Previsto na legislação trabalhista brasileira, o vale-transporte é um direito dos trabalhadores contratados pelo regime CLT que utilizam transporte público para o deslocamento entre a residência e o local de trabalho.

Além de facilitar o acesso ao trabalho, o benefício também estabelece direitos e obrigações tanto para o empregado quanto para o empregador.

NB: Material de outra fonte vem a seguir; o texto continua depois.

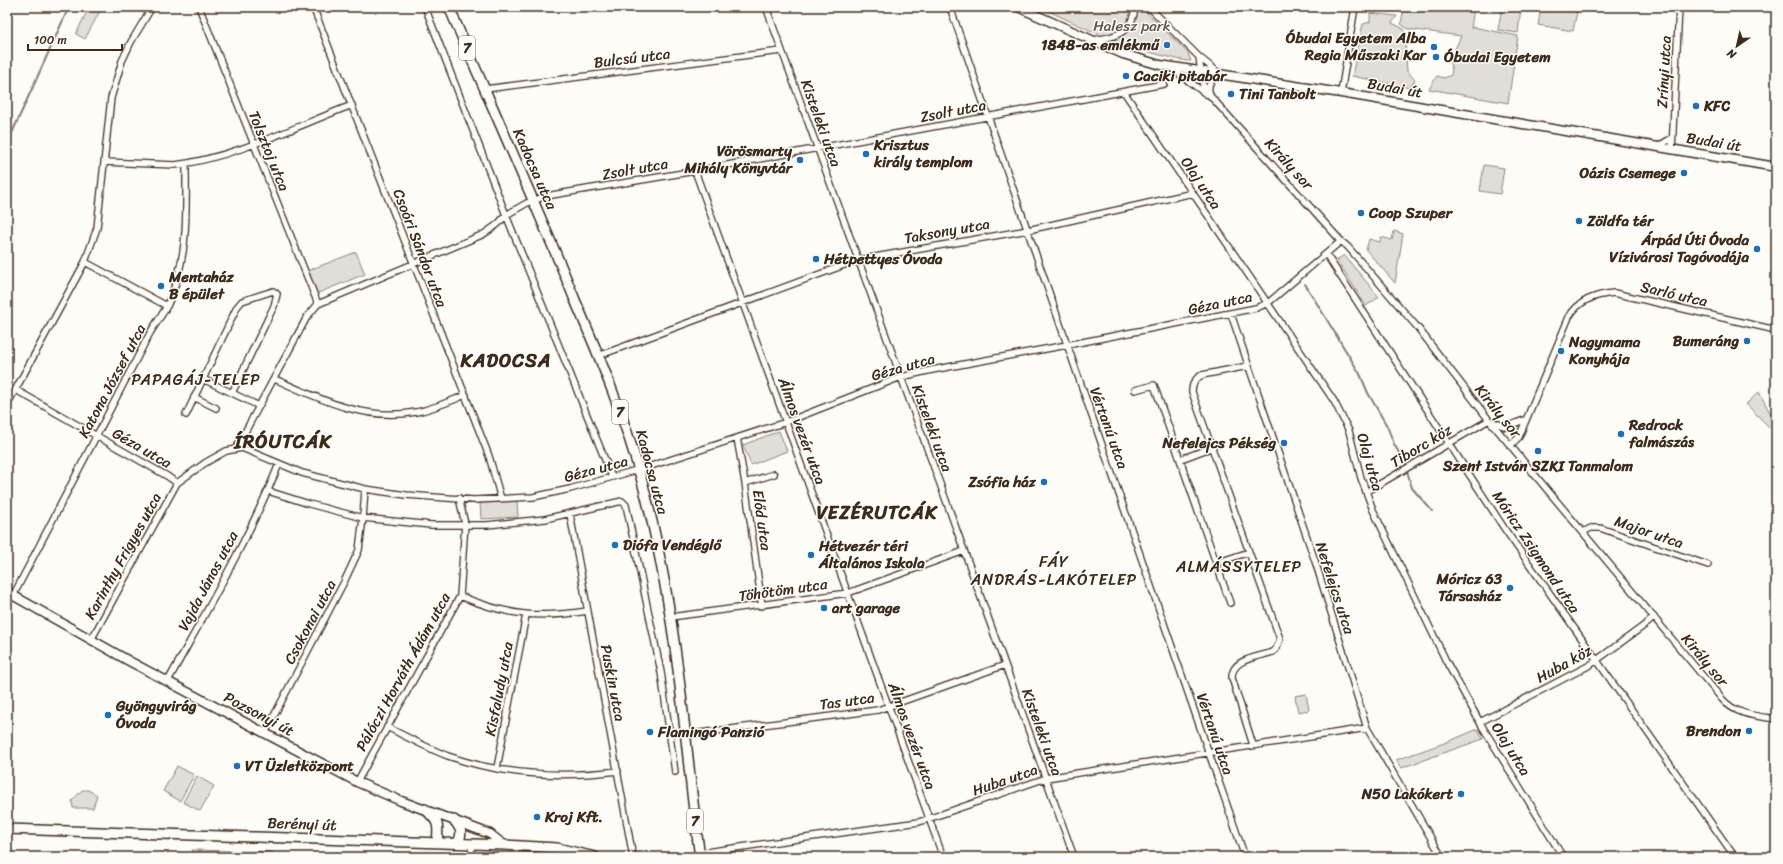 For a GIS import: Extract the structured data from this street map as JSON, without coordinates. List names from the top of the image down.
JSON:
{
  "streets": {
    "main road": [
      "7",
      "Budai út",
      "Kadocsa utca",
      "Pozsonyi út",
      "Berényi út"
    ],
    "street": [
      "Bulcsú utca",
      "Zrínyi utca",
      "Zsolt utca",
      "Kisteleki utca",
      "Tolsztoj utca",
      "Király sor",
      "Olaj utca",
      "Taksony utca",
      "Csoóri Sándor utca",
      "Sarló utca",
      "Géza utca",
      "Katona József utca",
      "Vértanú utca",
      "Álmos vezér utca",
      "Tiborc köz",
      "Előd utca",
      "Major utca",
      "Móricz Zsigmond utca",
      "Karinthy Frigyes utca",
      "Vajda János utca",
      "Nefelejcs utca",
      "Töhötöm utca",
      "Csokonai utca",
      "Huba köz",
      "Pálóczi Horváth Ádám utca",
      "Puskin utca",
      "Kisfaludy utca",
      "Tas utca",
      "Huba utca"
    ]
  },
  "crossings": [
    ["Bulcsú utca", "Kisteleki utca"],
    ["Bulcsú utca", "Kadocsa utca"],
    ["Zrínyi utca", "Budai út"],
    ["Budai út", "Király sor"],
    ["Zsolt utca", "Kisteleki utca"],
    ["Zsolt utca", "Tolsztoj utca"],
    ["Zsolt utca", "Kadocsa utca"],
    ["Zsolt utca", "Olaj utca"],
    ["Zsolt utca", "Csoóri Sándor utca"],
    ["Zsolt utca", "Géza utca"],
    ["Zsolt utca", "Vértanú utca"],
    ["Zsolt utca", "Álmos vezér utca"],
    ["Kisteleki utca", "Taksony utca"],
    ["Kisteleki utca", "Géza utca"],
    ["Kisteleki utca", "Töhötöm utca"],
    ["Kisteleki utca", "Tas utca"],
    ["Kisteleki utca", "Huba utca"],
    ["Király sor", "Géza utca"],
    ["Király sor", "Tiborc köz"],
    ["Király sor", "Major utca"],
    ["Király sor", "Huba köz"],
    ["Kadocsa utca", "Taksony utca"],
    ["Kadocsa utca", "Géza utca"],
    ["Kadocsa utca", "Töhötöm utca"],
    ["Kadocsa utca", "Tas utca"],
    ["Kadocsa utca", "Huba utca"],
    ["Olaj utca", "Taksony utca"],
    ["Olaj utca", "Géza utca"],
    ["Olaj utca", "Tiborc köz"],
    ["Olaj utca", "Huba köz"],
    ["Taksony utca", "Vértanú utca"],
    ["Taksony utca", "Álmos vezér utca"],
    ["Csoóri Sándor utca", "Géza utca"],
    ["Géza utca", "Katona József utca"],
    ["Géza utca", "Vértanú utca"],
    ["Géza utca", "Álmos vezér utca"],
    ["Géza utca", "Előd utca"],
    ["Géza utca", "Móricz Zsigmond utca"],
    ["Géza utca", "Karinthy Frigyes utca"],
    ["Géza utca", "Nefelejcs utca"],
    ["Katona József utca", "Pozsonyi út"],
    ["Vértanú utca", "Huba utca"],
    ["Álmos vezér utca", "Töhötöm utca"],
    ["Álmos vezér utca", "Tas utca"],
    ["Álmos vezér utca", "Huba utca"],
    ["Tiborc köz", "Móricz Zsigmond utca"],
    ["Előd utca", "Töhötöm utca"],
    ["Móricz Zsigmond utca", "Huba köz"],
    ["Karinthy Frigyes utca", "Pozsonyi út"],
    ["Vajda János utca", "Pozsonyi út"],
    ["Nefelejcs utca", "Huba utca"],
    ["Csokonai utca", "Pozsonyi út"],
    ["Pálóczi Horváth Ádám utca", "Pozsonyi út"],
    ["Pozsonyi út", "Berényi út"]
  ],
  "districts": [
    "KADOCSA",
    "PAPAGÁJ-TELEP",
    "ÍRÓUTCÁK",
    "VEZÉRUTCÁK",
    "FÁY ANDRÁS-LAKÓTELEP",
    "ALMÁSSYTELEP"
  ],
  "parks": ["Halesz park"],
  "places": [
    "1848-as emlékmű",
    "Óbudai Egyetem Alba Regia Műszaki Kar",
    "Óbudai Egyetem",
    "Caciki pitabár",
    "Tini Tanbolt",
    "KFC",
    "Krisztus király templom",
    "Vörösmarty Mihály Könyvtár",
    "Oázis Csemege",
    "Coop Szuper",
    "Zöldfa tér",
    "Árpád Úti Óvoda Vízivárosi Tagóvodája",
    "Hétpettyes Óvoda",
    "Mentaház B épület",
    "Bumeráng",
    "Nagymama Konyhája",
    "Redrock falmászás",
    "Nefelejcs Pékség",
    "Szent István SZKI Tanmalom",
    "Zsófia ház",
    "Diófa Vendéglő",
    "Hétvezér téri Általános Iskola",
    "Móricz 63 Társasház",
    "art garage",
    "Gyöngyvirág Óvoda",
    "Brendon",
    "Flamingó Panzió",
    "VT Üzletközpont",
    "N50 Lakókert",
    "Kroj Kft."
  ],
  "scale_bar": "100 m",
  "north": "bottom left"
}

Entenda neste conteúdo quem pode receber o vale-transporte, como funciona o desconto em folha de pagamento, quais são as regras.

O que é o vale-transporte?

O vale-transporte é um benefício obrigatório garantido pela legislação brasileira (Lei n° 7.418/1985) a todo trabalhador contratado sob o regime da CLT. O objetivo é garantir que o trabalhador consiga ir de casa para o trabalho utilizando o transporte público coletivo, sem que o custo dessas passagens comprometa de forma abusiva o seu salário.

Por lei, o empregador pode descontar até 6% do salário-base do funcionário para ajudar a custear as passagens. Vale destacar que o desconto incide apenas sobre o salário-base bruto, excluindo comissões, horas extras ou adicionais.

Se o custo total das passagens para o mês for maior do que os 6%, a empresa é obrigada a pagar toda a diferença.  Por outro lado, se o gasto for menor que 6%, a empresa desconta apenas o valor exato das passagens utilizadas.   

Quem tem direito ao vale-transporte?

Embora seja frequentemente associado aos empregados contratados pelo regime CLT, o benefício também pode ser concedido a outras categorias previstas na legislação. 

Entre os principais beneficiários estão:

  • Empregados contratados pelo regime CLT;
  • Empregados domésticos;
  • Trabalhadores temporários;
  • Jovens aprendizes;
  • Funcionários em contrato de experiência.

Como é feito o cálculo do vale-transporte?

Entenda no guia prático abaixo como é feito o cálculo do benefício:

  1. Calcular o custo real do transporte: multiplique o valor diário das passagens pelo número de dias úteis que o funcionário trabalhará no mês.
  2. Calcular o limite de desconto (6%): multiplique o salário-base bruto por 0,06.

Comparar os dois valores

  • Se o custo real for maior que os 6%, desconta-se exatamente os 6% do funcionário. A empresa paga a diferença.
  • Se o custo real for menor que os 6%, desconta-se apenas o custo real do funcionário. A empresa não desconta 6% e não precisa pagar nada.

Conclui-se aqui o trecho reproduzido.